Problem requirements → Without including any pictures, copy each entry below exactly.

Data for analysis: Begin

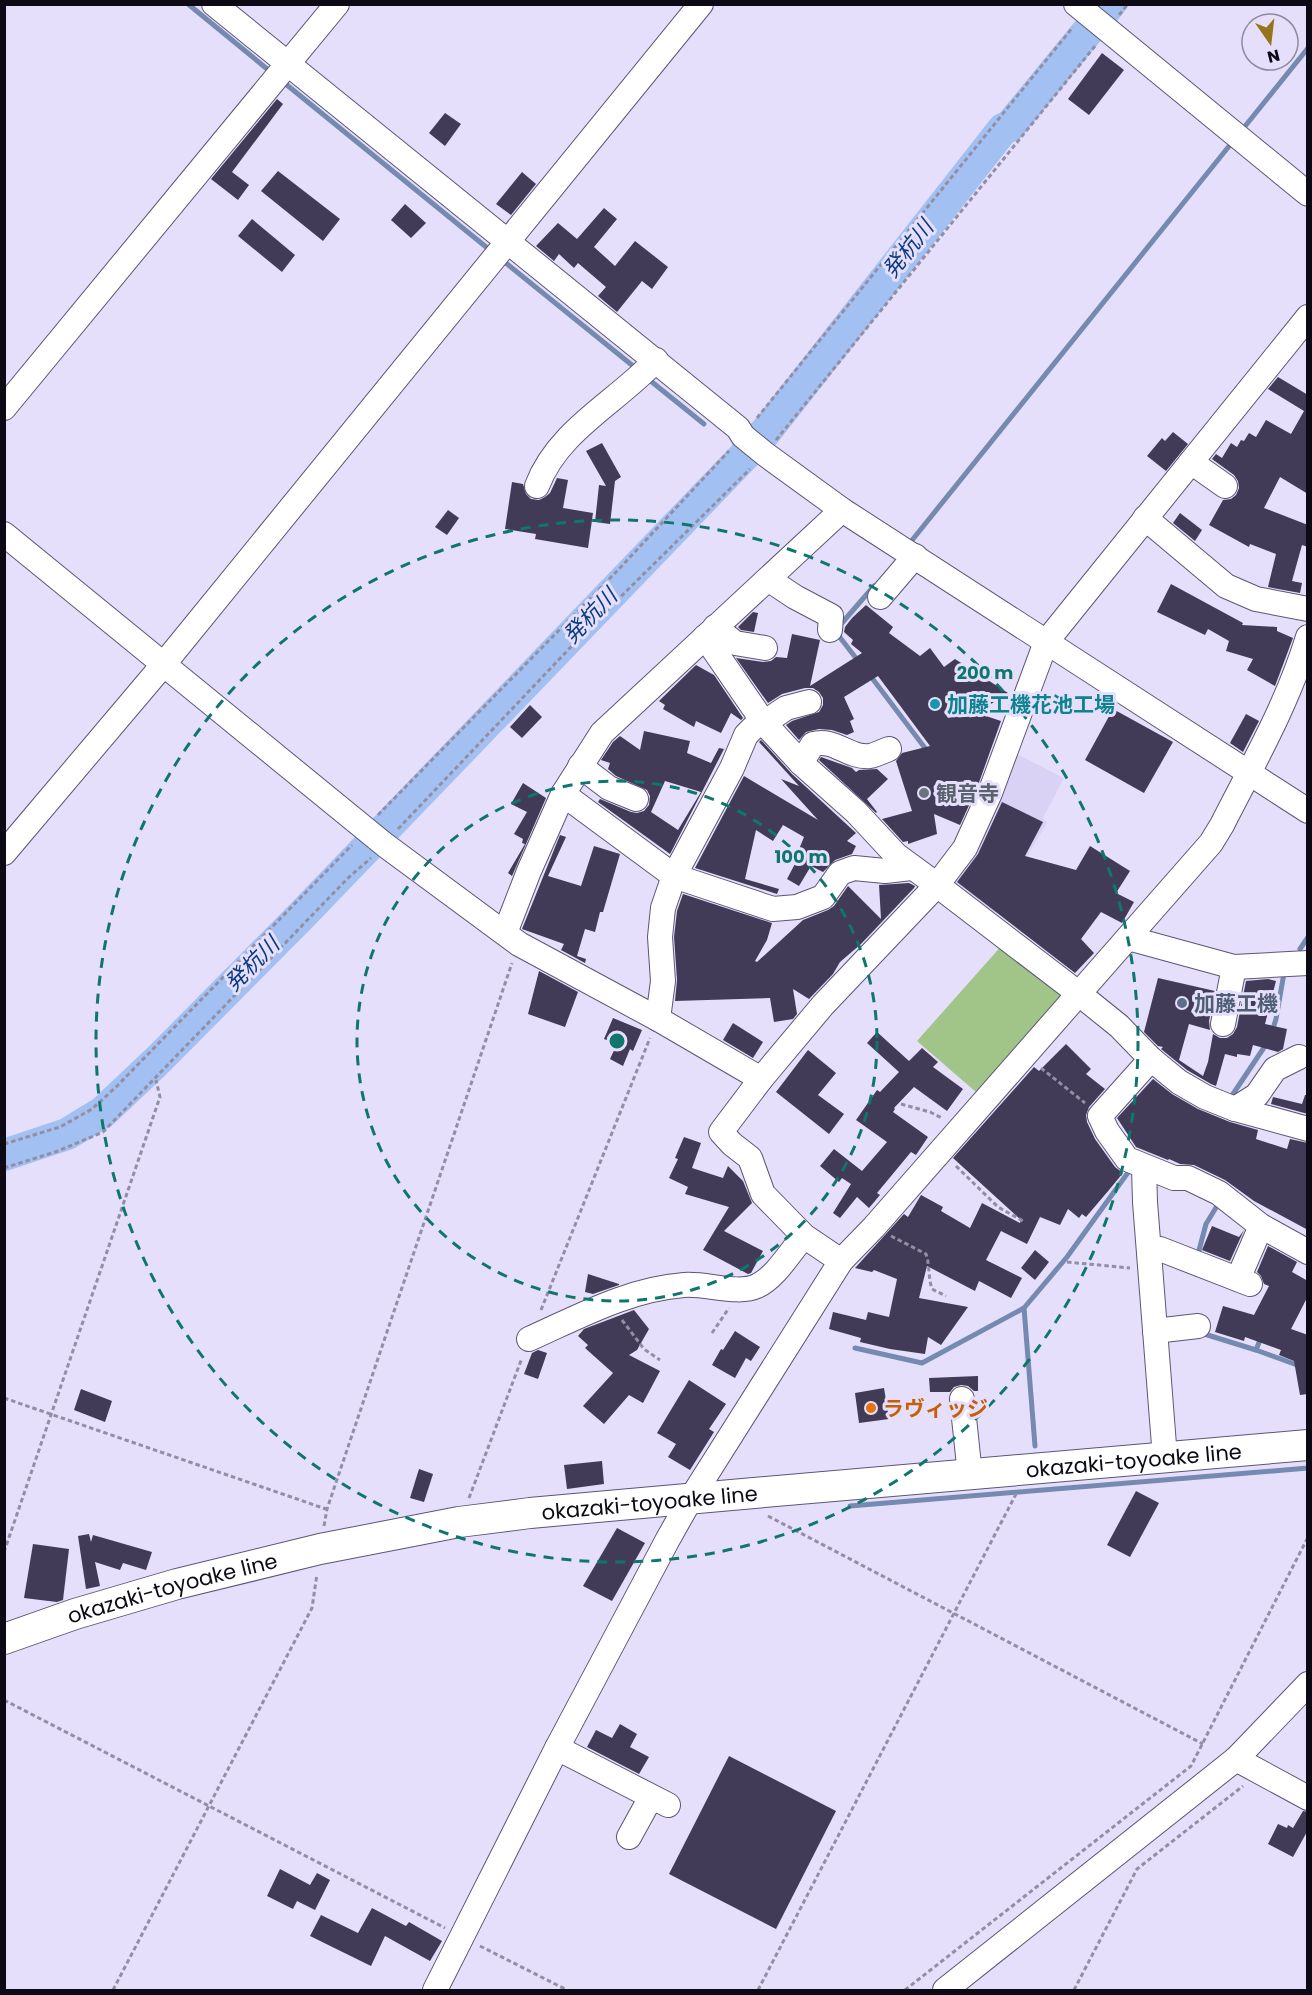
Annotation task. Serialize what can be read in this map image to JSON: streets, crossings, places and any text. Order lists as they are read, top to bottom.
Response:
{
  "streets": {
    "main road": ["okazaki-toyoake line"]
  },
  "water": ["発杭川"],
  "places": [
    "加藤工機花池工場",
    "観音寺",
    "加藤工機",
    "ラヴィッジ"
  ],
  "north": "bottom",
  "rings": ["200 m", "100 m"]
}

Data for analysis: End

Output of the exercise →
Annotation task. Serialize what can be read in this map image to JSON: streets, crossings, places and any text. Order lists as they are read, top to bottom.
Response:
{
  "streets": {
    "main road": ["okazaki-toyoake line"]
  },
  "water": ["発杭川"],
  "places": [
    "加藤工機花池工場",
    "観音寺",
    "加藤工機",
    "ラヴィッジ"
  ],
  "north": "bottom",
  "rings": ["200 m", "100 m"]
}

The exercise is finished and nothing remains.